Task brief: From the entries below, gather each line containing the word "river".

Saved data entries
● ● ●

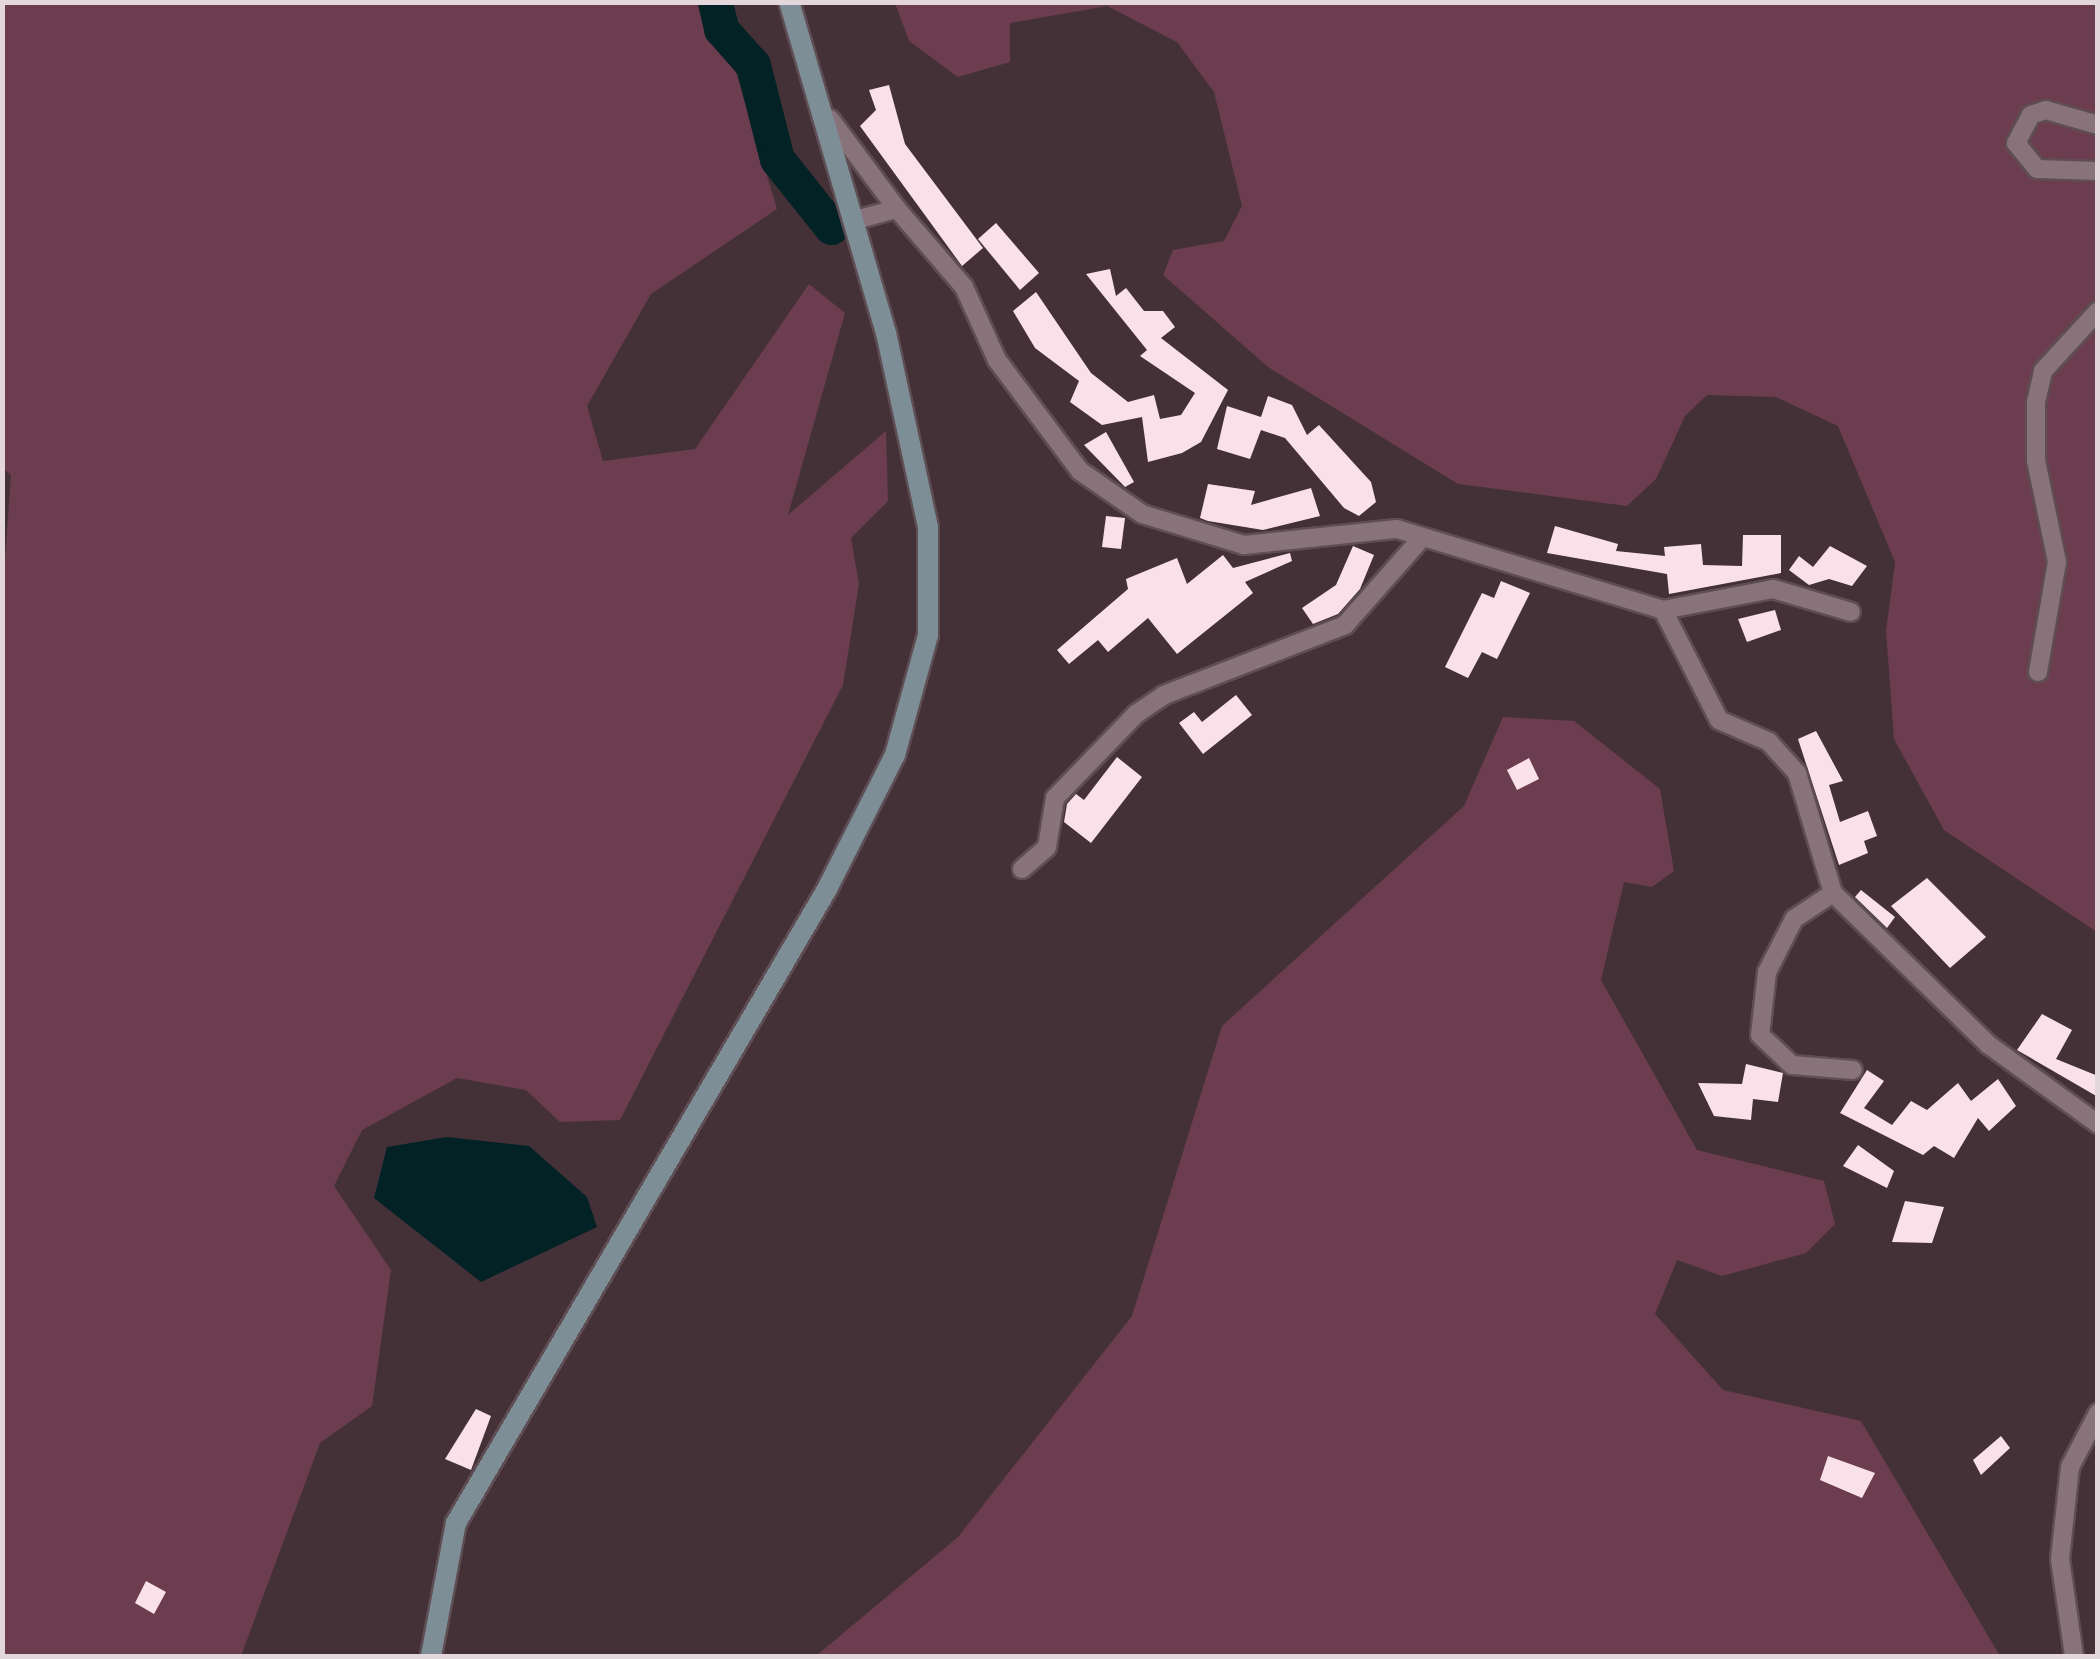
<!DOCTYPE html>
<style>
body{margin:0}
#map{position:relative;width:2100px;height:1659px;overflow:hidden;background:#443138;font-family:"Crimson Pro",serif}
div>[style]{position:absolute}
.green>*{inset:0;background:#6c3d4f}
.water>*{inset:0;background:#032226}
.river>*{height:35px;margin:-17.5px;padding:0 17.5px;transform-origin:17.5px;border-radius:17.5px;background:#032226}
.building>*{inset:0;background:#fae1e9}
.roads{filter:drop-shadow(2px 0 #5e4e54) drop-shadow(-2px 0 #5e4e54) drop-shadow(0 2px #5e4e54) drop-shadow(0 -2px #5e4e54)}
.street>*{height:18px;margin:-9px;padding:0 9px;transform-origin:9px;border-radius:9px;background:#89737a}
.secondary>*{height:20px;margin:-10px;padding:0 10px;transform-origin:10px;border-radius:10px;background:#7e8e97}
span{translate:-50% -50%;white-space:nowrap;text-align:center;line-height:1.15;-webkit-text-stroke:10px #39272e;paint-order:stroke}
.frame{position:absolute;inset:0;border:5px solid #e3d7db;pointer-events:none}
</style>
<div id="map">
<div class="green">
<i style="clip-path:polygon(3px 3px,715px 3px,777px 209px,651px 294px,587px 406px,603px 461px,695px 449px,809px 284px,845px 313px,788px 515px,886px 431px,888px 501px,851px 538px,859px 584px,843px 685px,620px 1120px,560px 1122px,526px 1090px,457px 1078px,362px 1130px,334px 1186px,391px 1270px,372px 1406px,320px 1443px,241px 1656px,3px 1656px,2px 603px,11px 475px,2px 467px)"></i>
<i style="clip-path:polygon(895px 3px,2097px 3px,2097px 932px,1944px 830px,1894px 739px,1886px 631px,1895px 562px,1838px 426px,1776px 397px,1707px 395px,1685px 416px,1656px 479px,1627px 506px,1458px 484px,1268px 367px,1163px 275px,1173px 250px,1224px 241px,1242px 206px,1214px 92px,1177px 42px,1107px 6px,1010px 23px,1010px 62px,958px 77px,909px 41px)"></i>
<i style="clip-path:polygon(1503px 717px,1574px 721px,1660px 789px,1674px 871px,1652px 887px,1624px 882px,1601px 980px,1697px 1150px,1824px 1181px,1835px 1224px,1806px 1253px,1722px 1276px,1677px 1260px,1655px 1314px,1723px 1390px,1861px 1421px,2000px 1656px,816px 1656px,958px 1537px,1132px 1316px,1222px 1026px,1464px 806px)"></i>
</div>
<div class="water">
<i style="clip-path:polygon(447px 1137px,529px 1146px,587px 1197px,597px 1227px,481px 1282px,374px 1198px,387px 1147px)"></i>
</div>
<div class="river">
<i style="left:715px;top:2px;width:28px;rotate:77deg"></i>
<i style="left:721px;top:29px;width:48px;rotate:48.4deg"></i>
<i style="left:753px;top:65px;width:97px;rotate:75.7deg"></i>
<i style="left:777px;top:159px;width:87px;rotate:51.5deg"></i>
</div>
<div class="building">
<i style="clip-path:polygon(889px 85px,905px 144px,983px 248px,962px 266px,860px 126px,876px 110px,869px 90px)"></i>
<i style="clip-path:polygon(996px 223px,1039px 273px,1020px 290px,978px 239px)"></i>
<i style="clip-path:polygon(1110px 269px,1116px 296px,1126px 288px,1144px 311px,1163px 311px,1175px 327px,1161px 338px,1228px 390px,1201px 442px,1182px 453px,1148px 462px,1142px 417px,1102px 425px,1070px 402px,1079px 381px,1035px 348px,1013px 311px,1036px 292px,1091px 373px,1128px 402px,1154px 395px,1160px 419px,1181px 415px,1195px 393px,1140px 356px,1147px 350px,1086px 274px)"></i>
<i style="clip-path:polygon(1268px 396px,1292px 405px,1307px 435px,1319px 425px,1371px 482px,1376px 502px,1359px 516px,1344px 508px,1285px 438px,1261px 430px,1250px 459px,1217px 449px,1227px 406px,1261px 417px)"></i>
<i style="clip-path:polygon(1106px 432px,1134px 482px,1125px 487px,1084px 445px)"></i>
<i style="clip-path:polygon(1208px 484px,1255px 491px,1251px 505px,1311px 488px,1320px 516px,1263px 530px,1208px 521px,1200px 518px)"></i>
<i style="clip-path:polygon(1106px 516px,1125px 518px,1121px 549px,1102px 547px)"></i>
<i style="clip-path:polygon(1555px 526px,1618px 544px,1616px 551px,1665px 556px,1664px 547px,1701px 544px,1703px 565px,1742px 566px,1743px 535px,1781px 535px,1781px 573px,1669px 594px,1667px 574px,1547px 553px)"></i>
<i style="clip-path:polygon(1353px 546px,1374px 555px,1360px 589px,1338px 614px,1313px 624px,1302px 608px,1336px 585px)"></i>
<i style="clip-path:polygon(1830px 546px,1867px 566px,1852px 586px,1829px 579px,1809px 585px,1789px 570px,1799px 556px,1813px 567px)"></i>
<i style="clip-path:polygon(1290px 553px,1292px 561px,1245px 582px,1253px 593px,1177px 654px,1148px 618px,1108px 652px,1098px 640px,1069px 664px,1057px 650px,1128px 589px,1126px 579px,1177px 558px,1187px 584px,1223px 555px,1233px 568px)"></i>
<i style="clip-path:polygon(1501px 581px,1530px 593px,1497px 659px,1482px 652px,1468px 678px,1445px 667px,1482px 593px,1494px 598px)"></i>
<i style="clip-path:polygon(1775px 610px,1781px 630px,1747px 642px,1738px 619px)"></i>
<i style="clip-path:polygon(1236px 695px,1252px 715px,1203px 754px,1179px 723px,1194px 712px,1202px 722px)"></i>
<i style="clip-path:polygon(1816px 731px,1843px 781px,1829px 785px,1840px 822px,1868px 811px,1877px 836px,1864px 841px,1868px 853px,1839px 865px,1798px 739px)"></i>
<i style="clip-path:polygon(1117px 757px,1142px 777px,1091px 843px,1064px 822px,1067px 804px,1076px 794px,1084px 800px)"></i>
<i style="clip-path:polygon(1529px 758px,1539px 779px,1517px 790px,1507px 770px)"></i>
<i style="clip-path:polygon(1927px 878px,1986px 937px,1950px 968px,1891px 906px)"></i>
<i style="clip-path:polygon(1861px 890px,1895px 917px,1887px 928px,1855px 897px)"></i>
<i style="clip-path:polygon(2042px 1014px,2072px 1030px,2056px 1059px,2098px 1076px,2098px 1097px,2017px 1050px)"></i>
<i style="clip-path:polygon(1746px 1064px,1783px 1073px,1778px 1102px,1753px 1099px,1751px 1120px,1714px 1116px,1698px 1083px,1742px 1084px)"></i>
<i style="clip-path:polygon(1867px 1070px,1884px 1081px,1864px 1108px,1892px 1125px,1911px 1101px,1927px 1110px,1958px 1083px,1971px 1101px,1998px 1079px,2016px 1106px,1989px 1131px,1978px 1118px,1954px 1158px,1934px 1146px,1923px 1155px,1840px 1113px)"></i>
<i style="clip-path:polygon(1858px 1145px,1894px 1171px,1887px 1188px,1843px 1166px)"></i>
<i style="clip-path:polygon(1905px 1201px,1944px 1207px,1932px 1243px,1892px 1242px)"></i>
<i style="clip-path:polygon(476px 1409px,491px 1416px,471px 1470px,445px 1459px)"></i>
<i style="clip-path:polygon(2001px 1436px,2010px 1448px,1981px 1475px,1973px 1460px)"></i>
<i style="clip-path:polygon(1828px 1456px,1875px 1473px,1862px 1498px,1820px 1480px)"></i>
<i style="clip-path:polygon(146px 1581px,166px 1592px,154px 1614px,135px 1603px)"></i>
</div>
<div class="roads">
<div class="street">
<i style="left:830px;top:119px;width:112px;rotate:53.3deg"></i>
<i style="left:2098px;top:125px;width:54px;rotate:-163.9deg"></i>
<i style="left:2046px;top:110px;width:16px;rotate:162deg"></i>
<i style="left:2031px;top:115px;width:32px;rotate:118deg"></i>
<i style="left:2016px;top:143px;width:33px;rotate:51deg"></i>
<i style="left:2037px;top:169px;width:61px;rotate:1.9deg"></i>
<i style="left:859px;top:219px;width:39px;rotate:-15deg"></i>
<i style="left:897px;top:209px;width:103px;rotate:49.3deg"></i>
<i style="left:964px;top:287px;width:80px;rotate:65.7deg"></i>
<i style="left:997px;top:360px;width:139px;rotate:53.2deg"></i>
<i style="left:1080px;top:471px;width:75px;rotate:34.7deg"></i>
<i style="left:1142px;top:514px;width:107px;rotate:16.9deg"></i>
<i style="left:1244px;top:545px;width:154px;rotate:-6deg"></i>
<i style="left:1397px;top:529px;width:278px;rotate:16.9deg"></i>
<i style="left:1663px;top:610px;width:112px;rotate:-10.8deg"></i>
<i style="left:1773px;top:589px;width:81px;rotate:16.4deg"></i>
<i style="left:1663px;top:610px;width:123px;rotate:63deg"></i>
<i style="left:1719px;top:720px;width:55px;rotate:23.7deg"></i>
<i style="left:1769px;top:742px;width:42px;rotate:47.9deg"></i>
<i style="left:1797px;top:773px;width:125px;rotate:73.3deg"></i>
<i style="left:1833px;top:893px;width:218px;rotate:44.3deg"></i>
<i style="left:1989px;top:1045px;width:135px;rotate:35.9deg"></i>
<i style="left:2038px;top:672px;width:112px;rotate:-80.2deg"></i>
<i style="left:2057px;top:562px;width:103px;rotate:-101.7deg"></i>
<i style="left:2036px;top:461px;width:59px;rotate:-90deg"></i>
<i style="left:2036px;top:402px;width:32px;rotate:-77deg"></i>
<i style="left:2043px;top:371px;width:81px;rotate:-47.5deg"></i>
<i style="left:1022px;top:869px;width:33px;rotate:-41deg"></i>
<i style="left:1047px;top:847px;width:50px;rotate:-80.7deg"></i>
<i style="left:1055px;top:798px;width:117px;rotate:-46deg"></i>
<i style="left:1136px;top:714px;width:34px;rotate:-34deg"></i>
<i style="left:1164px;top:695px;width:194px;rotate:-21.1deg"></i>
<i style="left:1345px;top:625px;width:113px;rotate:-48.6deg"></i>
<i style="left:1833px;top:893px;width:47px;rotate:146.3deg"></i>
<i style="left:1794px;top:919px;width:59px;rotate:117deg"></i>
<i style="left:1767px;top:972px;width:63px;rotate:96.3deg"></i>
<i style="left:1760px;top:1035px;width:44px;rotate:43.2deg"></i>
<i style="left:1792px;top:1065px;width:61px;rotate:4.7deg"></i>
<i style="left:2074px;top:1656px;width:98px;rotate:-98.2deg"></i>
<i style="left:2060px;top:1559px;width:93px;rotate:-83.8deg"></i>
<i style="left:2070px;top:1467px;width:61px;rotate:-62.6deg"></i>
</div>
<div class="secondary">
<i style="left:431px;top:1656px;width:135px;rotate:-79.4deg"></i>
<i style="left:456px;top:1523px;width:735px;rotate:-59.66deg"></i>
<i style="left:827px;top:889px;width:150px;rotate:-63.1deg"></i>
<i style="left:895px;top:755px;width:124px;rotate:-74.6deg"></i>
<i style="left:928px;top:635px;width:108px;rotate:-90deg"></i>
<i style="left:928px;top:527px;width:198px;rotate:-102.2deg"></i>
<i style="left:886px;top:333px;width:345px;rotate:-106.3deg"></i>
</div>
</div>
<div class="frame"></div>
</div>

● ● ●

Answer for this exercise:
.river>*{height:35px;margin:-17.5px;padding:0 17.5px;transform-origin:17.5px;border-radius:17.5px;background:#032226}
<div class="river">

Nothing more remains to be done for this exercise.